Nixon v. Fitzgerald, 457 U.S. 731 (1982), was a US Supreme Court case that dealt with immunity from prosecution of government officials performing discretionary functions when their actions did not violate clearly-established law.

Background
Arthur Ernest Fitzgerald filed a lawsuit against government officials that he had lost his position as a contractor for the US Air Force because of testimony made before Congress in 1968. Among the people listed in the lawsuit was ex-President Richard Nixon, who argued that a president cannot be sued for actions taken while he is in office.

The trial court and the appellate court rejected Nixon's claim of immunity. The case was then appealed to the Supreme Court.

Opinion
In a 5–4 decision, the Court ruled that the President is entitled to absolute immunity from legal liability for civil damages based on his official acts. The Court, however, emphasized that the President is not immune from criminal charges stemming from his official or unofficial acts while he is in office.

The Court noted that a grant of absolute immunity to the President would not leave him with unfettered power.
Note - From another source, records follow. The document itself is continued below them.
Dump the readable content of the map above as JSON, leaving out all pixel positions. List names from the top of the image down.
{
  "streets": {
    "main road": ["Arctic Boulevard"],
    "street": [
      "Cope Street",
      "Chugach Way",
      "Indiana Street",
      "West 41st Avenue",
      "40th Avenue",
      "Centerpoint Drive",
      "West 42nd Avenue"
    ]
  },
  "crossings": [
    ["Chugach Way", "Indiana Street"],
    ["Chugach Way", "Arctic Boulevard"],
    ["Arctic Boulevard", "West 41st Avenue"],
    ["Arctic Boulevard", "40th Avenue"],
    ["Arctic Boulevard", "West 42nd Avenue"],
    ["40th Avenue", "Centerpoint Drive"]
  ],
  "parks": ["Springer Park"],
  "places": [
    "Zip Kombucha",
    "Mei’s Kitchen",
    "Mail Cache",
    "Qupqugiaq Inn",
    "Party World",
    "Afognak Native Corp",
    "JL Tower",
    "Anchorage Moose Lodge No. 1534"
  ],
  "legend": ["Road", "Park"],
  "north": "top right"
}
It stated that there were formal and informal checks on presidential action that did not apply with equal force to other executive officials.
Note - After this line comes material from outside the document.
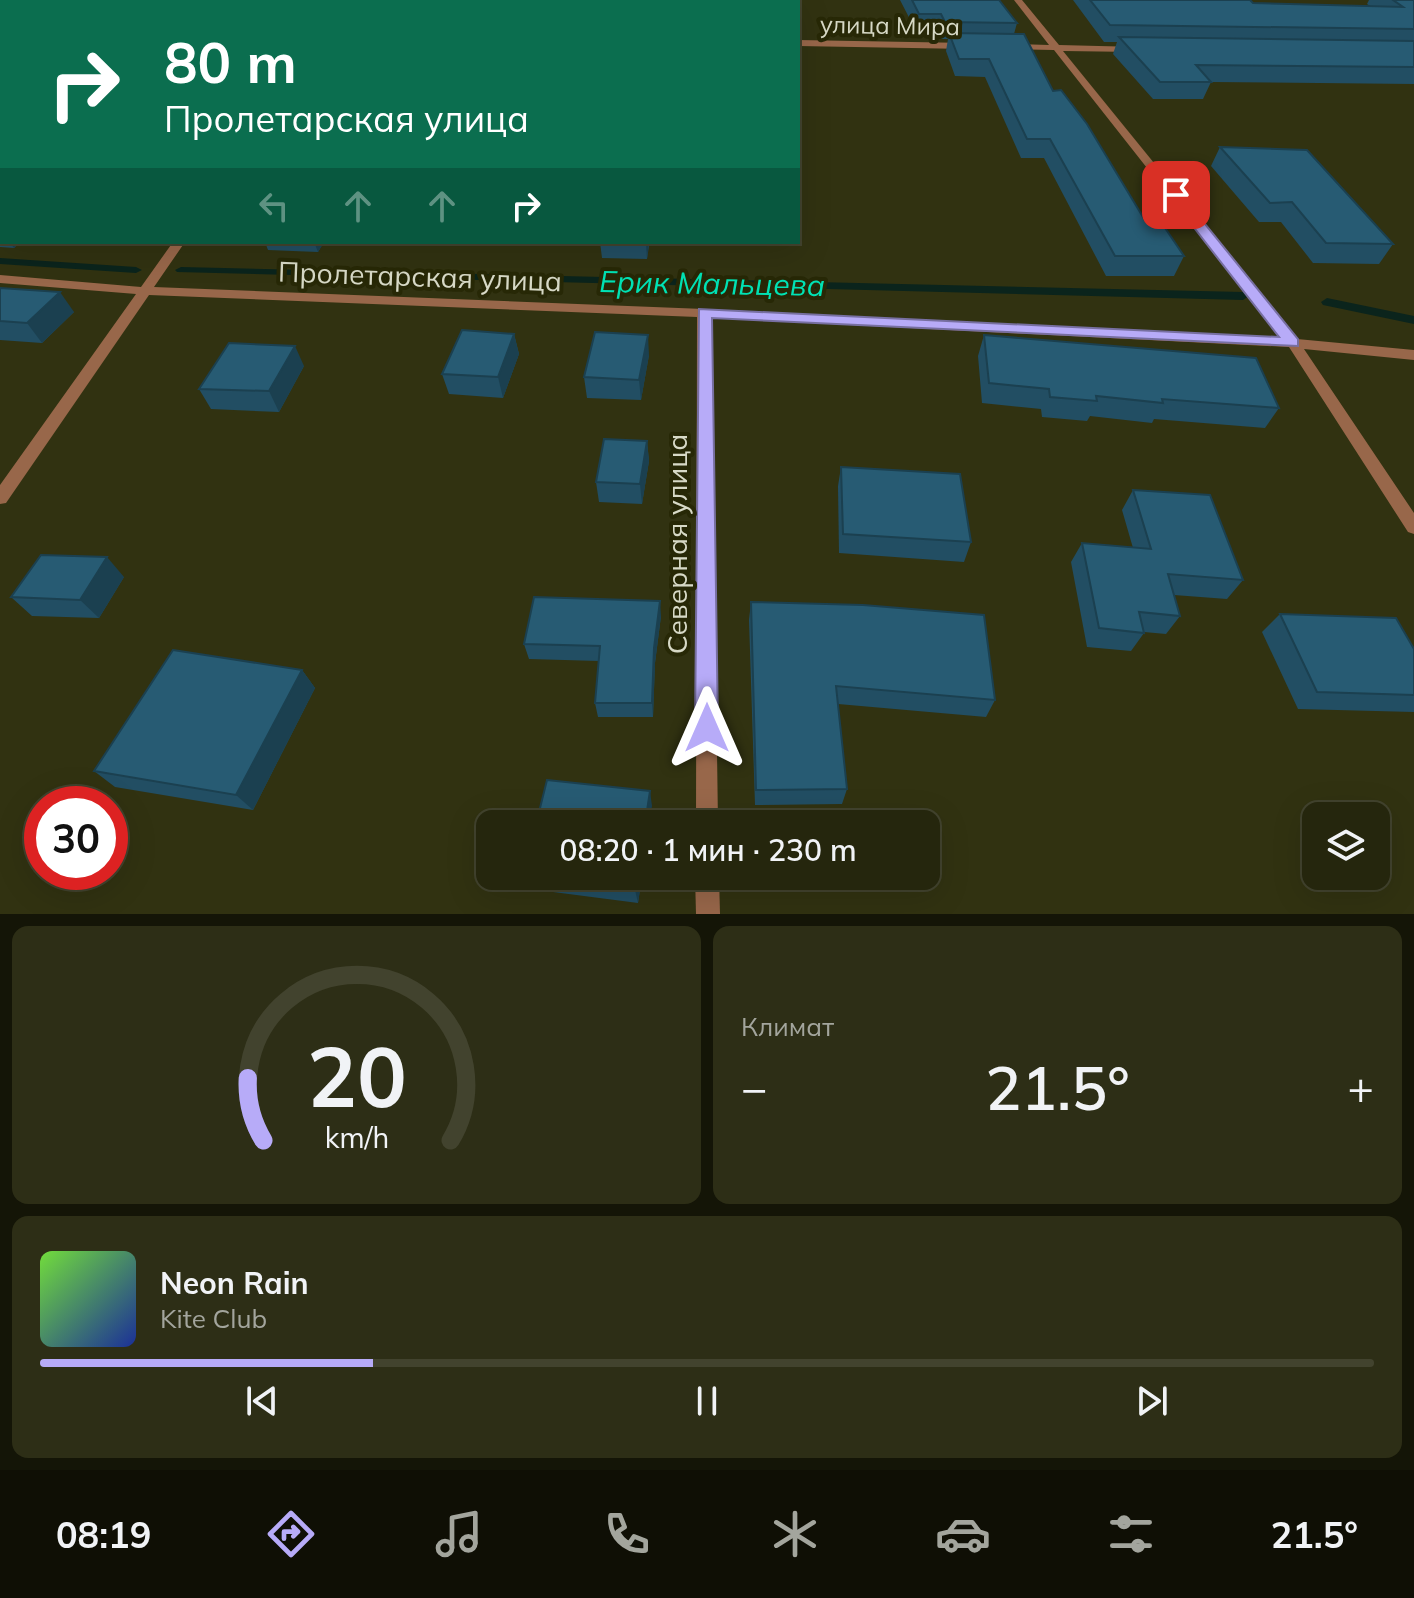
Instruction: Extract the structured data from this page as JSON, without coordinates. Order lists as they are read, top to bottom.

The Court observed that the President was subjected to constant scrutiny by the press and noted that vigilant oversight by Congress would also serve to deter presidential abuses of office and to make the threat of impeachment credible. It determined that other incentives to avoid presidential misconduct existed, including the desire to earn re-election, the need to maintain prestige as an element of presidential influence, and the traditional concern for his historical stature.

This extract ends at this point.